I've always enjoyed evidentiary issues and for that reason was excited to read a recent opinion by the New York Court of Appeals regarding the admission of habit evidence in a dental malpractice action.
In Rivera v Anilesh, 2007 NY Slip Op 05134, the plaintiff sued a number of people, including her dentist, alleging that a severe infection in her jaw originated with malpractice committed by her dentist while injecting a second round of anesthesia during the course of removing the plaintiff's tooth.
The defendant dentist moved for summary judgment, alleging that she had no recollection of the specific procedure at issue. As such, she relied upon her customary practice to establish that the treatment rendered to the plaintiff on the date of the alleged malpractice did not differ from her ordinary methods.
(She) state(d) that the administration of this type of injection was a "routine procedure" that she did "every day" to "at least three to four to five" patients and that she had been practicing as a dentist since 1982. Dr. Anilesh further explained that a second injection of anesthesia was required in 15% to 20% of her cases. She provided a step-by-step description of the procedure she used to give injections to her patients and claimed that, when a second injection was necessary, she administered it at the same site as the first injection. Dr. Anilesh noted that if a patient complained of unusual pain or any other unexpected events occurred during treatment, she would make a notation in the patient's medical chart but that no such note existed for Rivera. Dr. Anilesh's expert opined that Dr. Anilesh's treatment of Rivera was within the applicable standard of care in dentistry.

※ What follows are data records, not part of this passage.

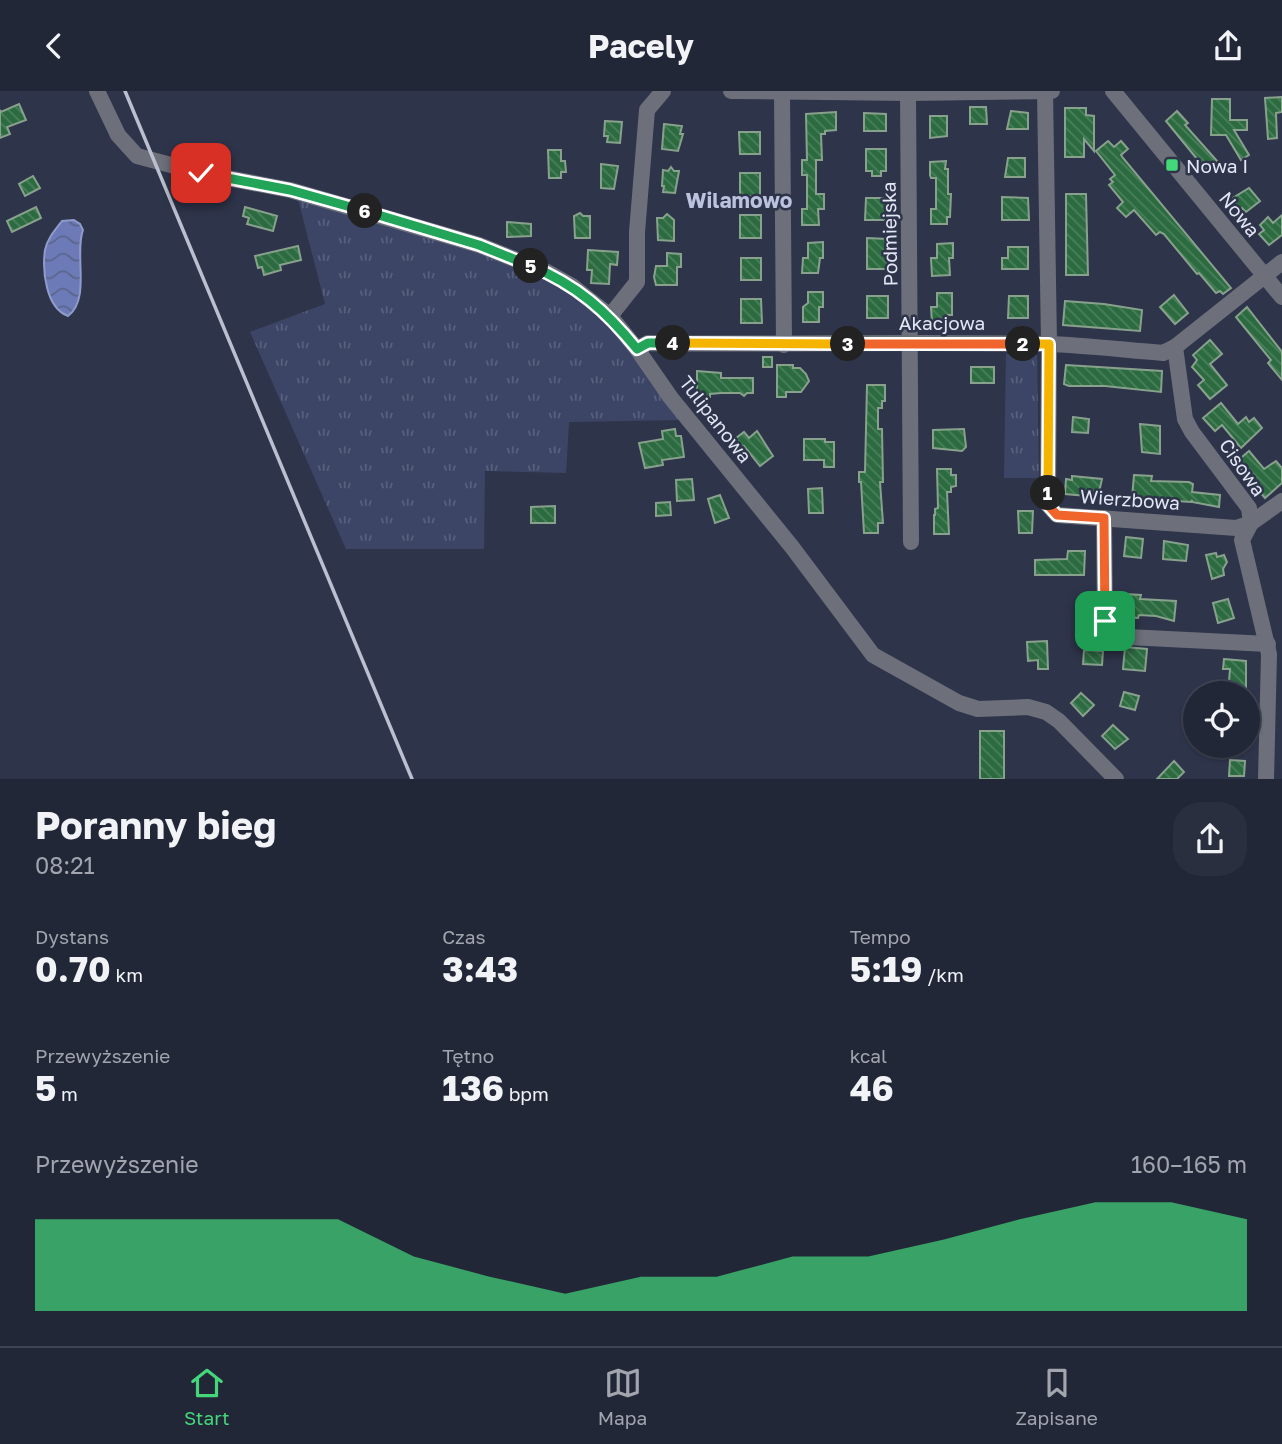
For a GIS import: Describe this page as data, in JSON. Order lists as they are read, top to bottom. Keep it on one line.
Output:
{"streets":{"street":["Nowa","Podmiejska","Akacjowa","Tulipanowa","Cisowa","Wierzbowa"]},"crossings":[["Podmiejska","Akacjowa"],["Akacjowa","Tulipanowa"],["Akacjowa","Cisowa"],["Akacjowa","Wierzbowa"],["Cisowa","Wierzbowa"]],"districts":["Wilamowo"],"places":{"transit":["Nowa I"]},"page":{"header":"Pacely","pins":["6","5","4","2","3","1"],"heading":["Poranny bieg","08:21"],"stats":[["Dystans","0.70 km"],["Czas","3:43"],["Tempo","5:19 /km"],["Przewyższenie","5 m"],["Tętno","136 bpm"],["kcal","46"]],"chart":["Przewyższenie","160–165 m"],"tabs":["Start","Mapa","Zapisane"]}}
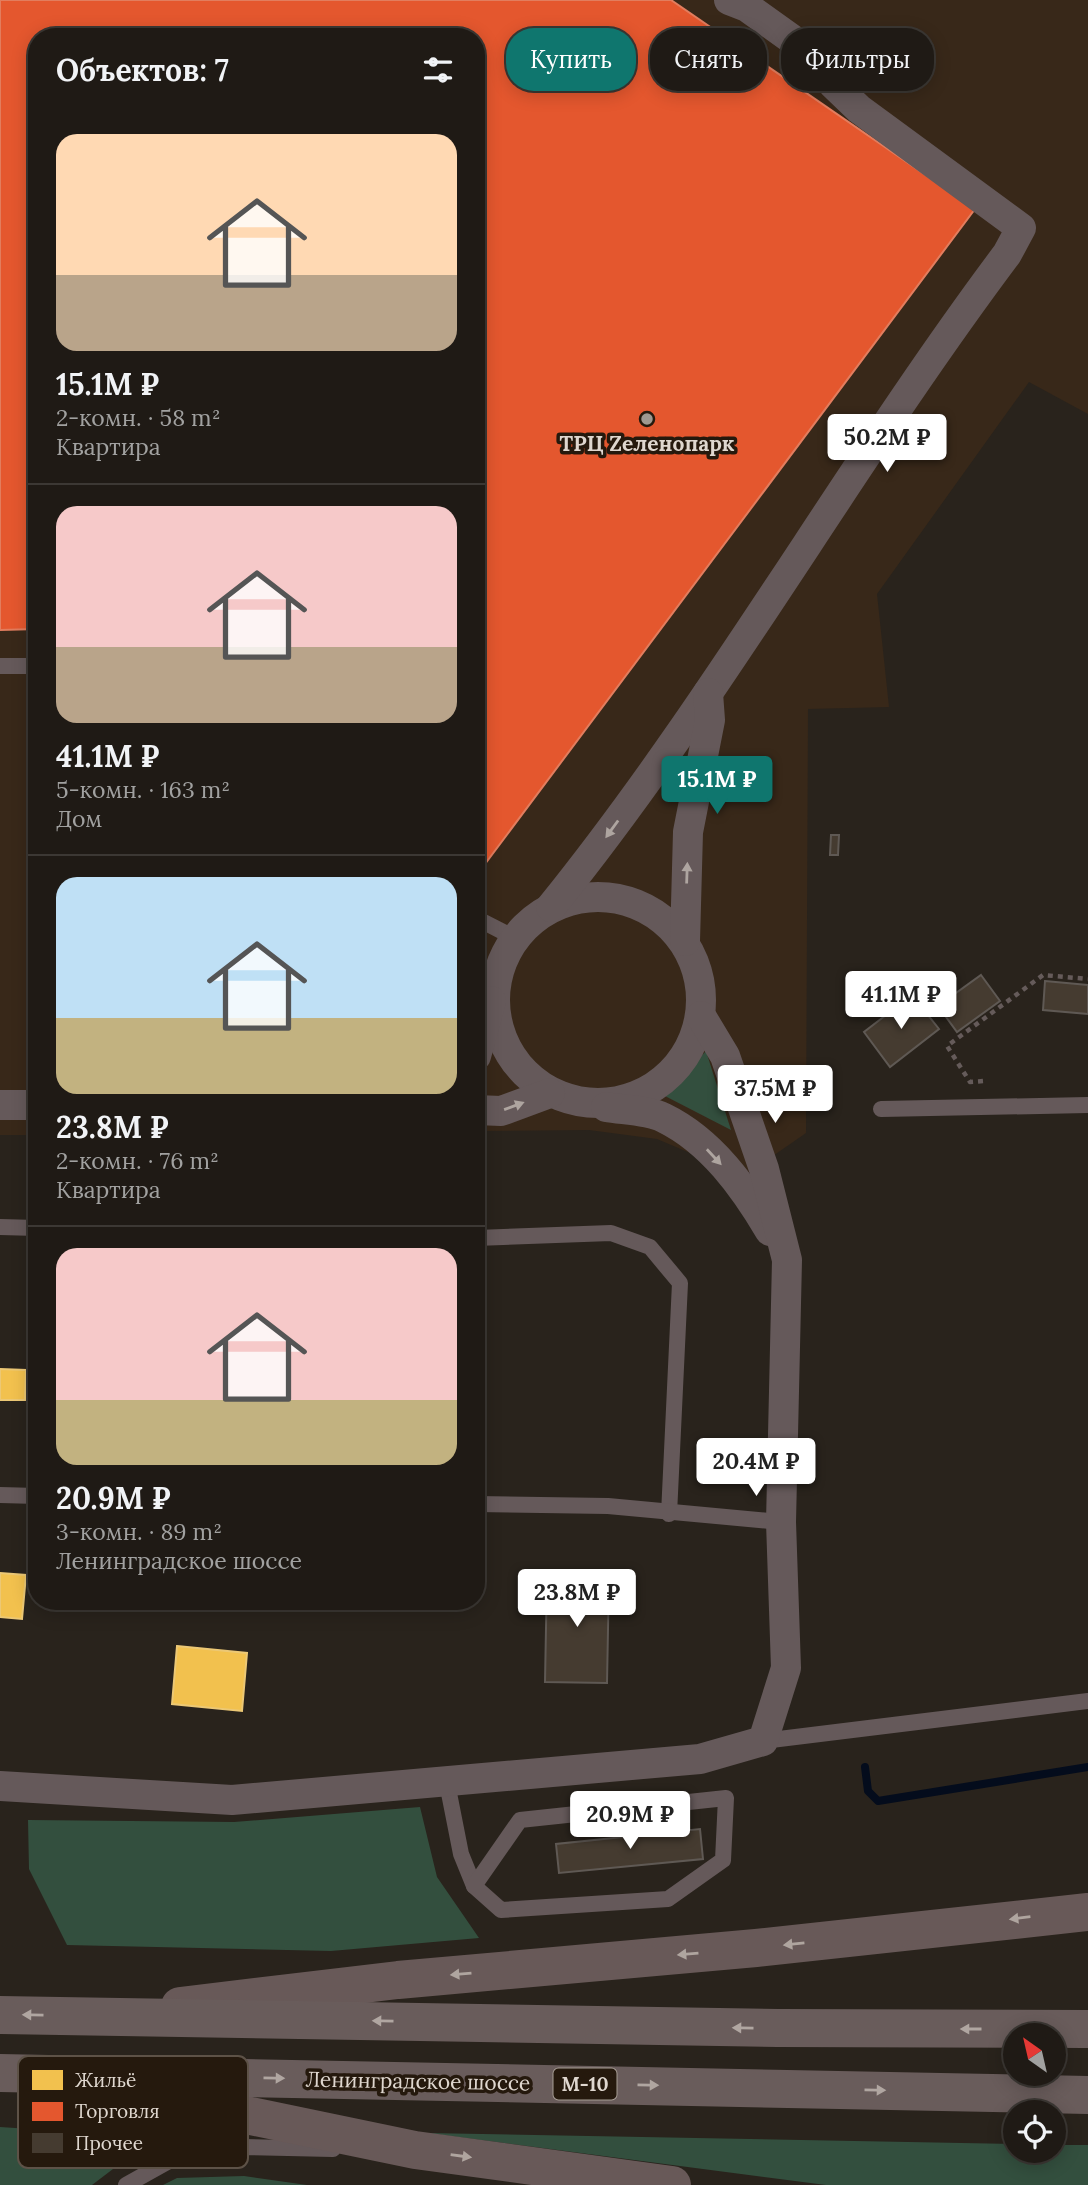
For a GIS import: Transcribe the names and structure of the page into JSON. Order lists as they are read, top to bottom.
{
  "streets": {
    "highway": ["Ленинградское шоссе", "М-10"]
  },
  "places": ["ТРЦ Zеленопарк"],
  "legend": ["Жильё", "Торговля", "Прочее"],
  "north": "top left",
  "page": {
    "chip": ["Купить", "Снять", "Фильтры"],
    "heading": "Объектов: 7",
    "list": [
      {
        "name": "15.1M ₽",
        "note": "2-комн. · 58 m² · Квартира"
      },
      {
        "name": "41.1M ₽",
        "note": "5-комн. · 163 m² · Дом"
      },
      {
        "name": "23.8M ₽",
        "note": "2-комн. · 76 m² · Квартира"
      },
      {
        "name": "20.9M ₽",
        "note": "3-комн. · 89 m² · Ленинградское шоссе"
      }
    ],
    "price": [
      "50.2M ₽",
      "15.1M ₽",
      "41.1M ₽",
      "37.5M ₽",
      "20.4M ₽",
      "23.8M ₽",
      "20.9M ₽"
    ]
  }
}
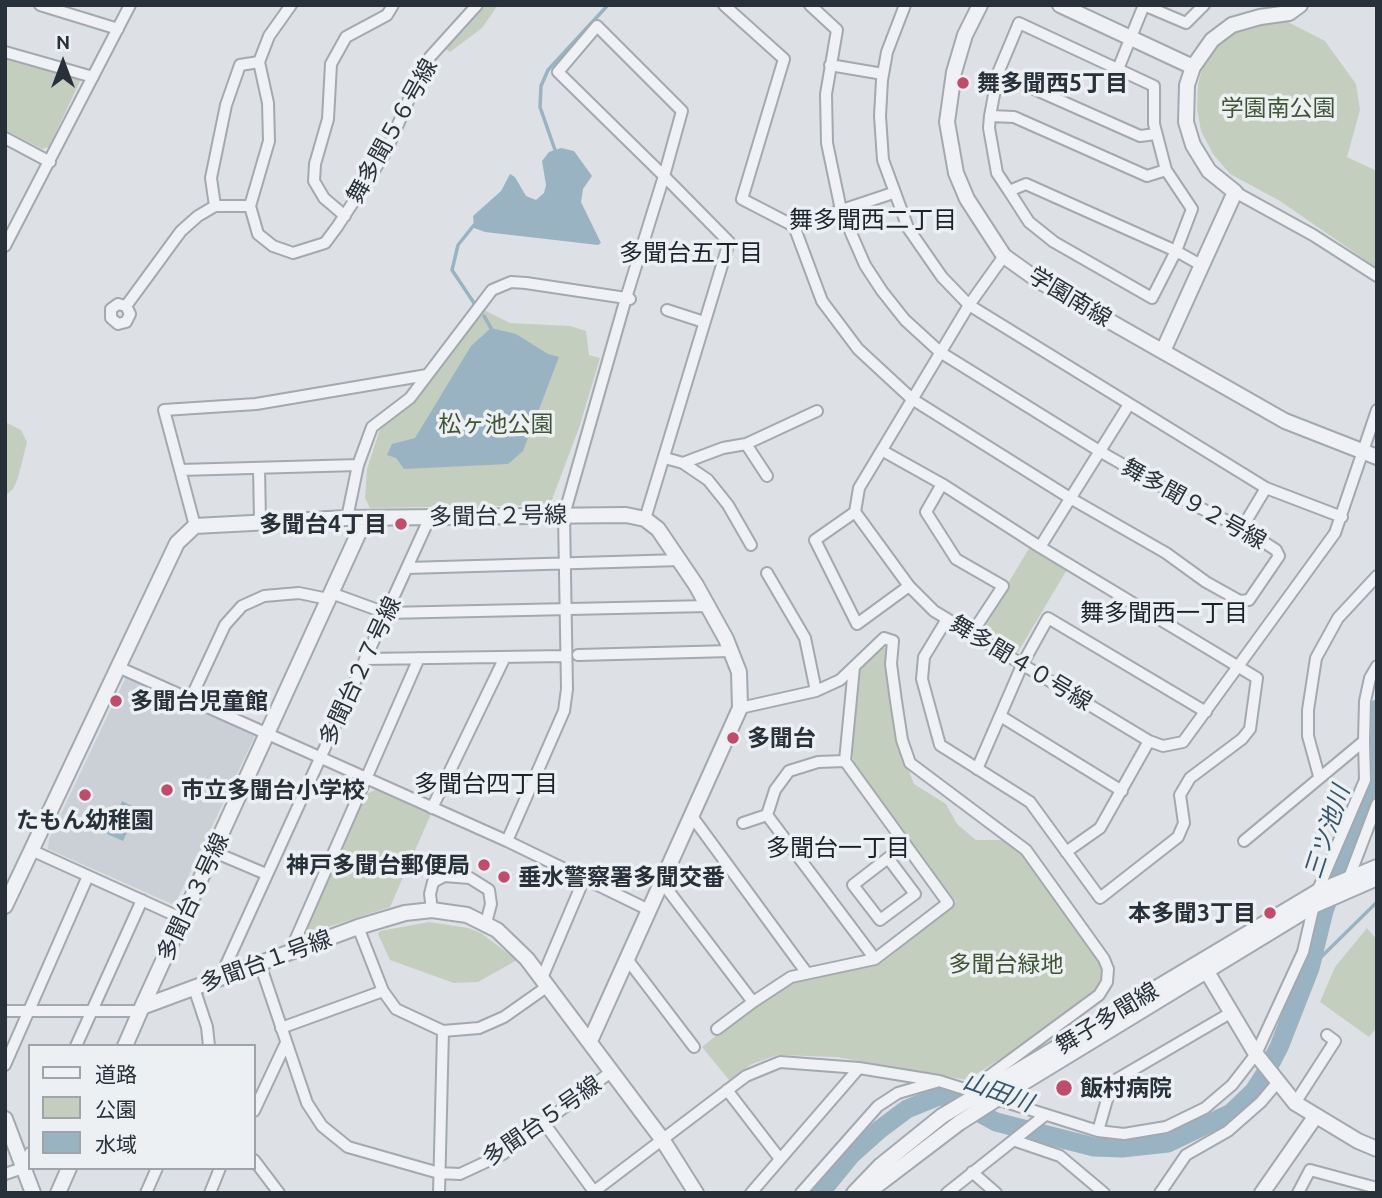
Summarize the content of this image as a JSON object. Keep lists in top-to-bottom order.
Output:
{
  "streets": {
    "street": [
      "舞多聞５６号線",
      "学園南線",
      "舞多聞９２号線",
      "多聞台２号線",
      "舞多聞４０号線",
      "多聞台２７号線",
      "多聞台３号線",
      "多聞台１号線",
      "舞子多聞線",
      "多聞台５号線"
    ]
  },
  "crossings": [
    ["学園南線", "舞多聞４０号線"],
    ["多聞台２号線", "多聞台２７号線"],
    ["多聞台２号線", "多聞台３号線"],
    ["多聞台２７号線", "多聞台１号線"],
    ["多聞台３号線", "多聞台１号線"],
    ["多聞台１号線", "多聞台５号線"]
  ],
  "districts": [
    "舞多聞西二丁目",
    "多聞台五丁目",
    "舞多聞西一丁目",
    "多聞台四丁目",
    "多聞台一丁目"
  ],
  "water": ["三ツ池川", "山田川"],
  "parks": ["学園南公園", "松ヶ池公園", "多聞台緑地"],
  "places": [
    "舞多聞西5丁目",
    "多聞台4丁目",
    "多聞台児童館",
    "多聞台",
    "市立多聞台小学校",
    "たもん幼稚園",
    "神戸多聞台郵便局",
    "垂水警察署多聞交番",
    "本多聞3丁目",
    "飯村病院"
  ],
  "legend": ["道路", "公園", "水域"],
  "north": "top"
}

The Court explained the basis for the admission of habit evidence in New York:
"(E)vidence of habit has, since the days of the common-law reports, generally been admissible to prove conformity on specified occasions" because "one who has demonstrated a consistent response under given circumstances is more likely to repeat that response when the circumstances arise again." The applicability of this doctrine is limited to cases where the proof demonstrates "a deliberate and repetitive practice" by a person "in complete control of the circumstances" (id. at 392) as opposed to "conduct however frequent yet likely to vary from time to time depending upon the surrounding circumstances" (id. at 389). If these conditions are satisfied, "a party should be able, by introducing evidence of such habit or regular usage, to allow the inference of its persistence . . . on a particular occasion"...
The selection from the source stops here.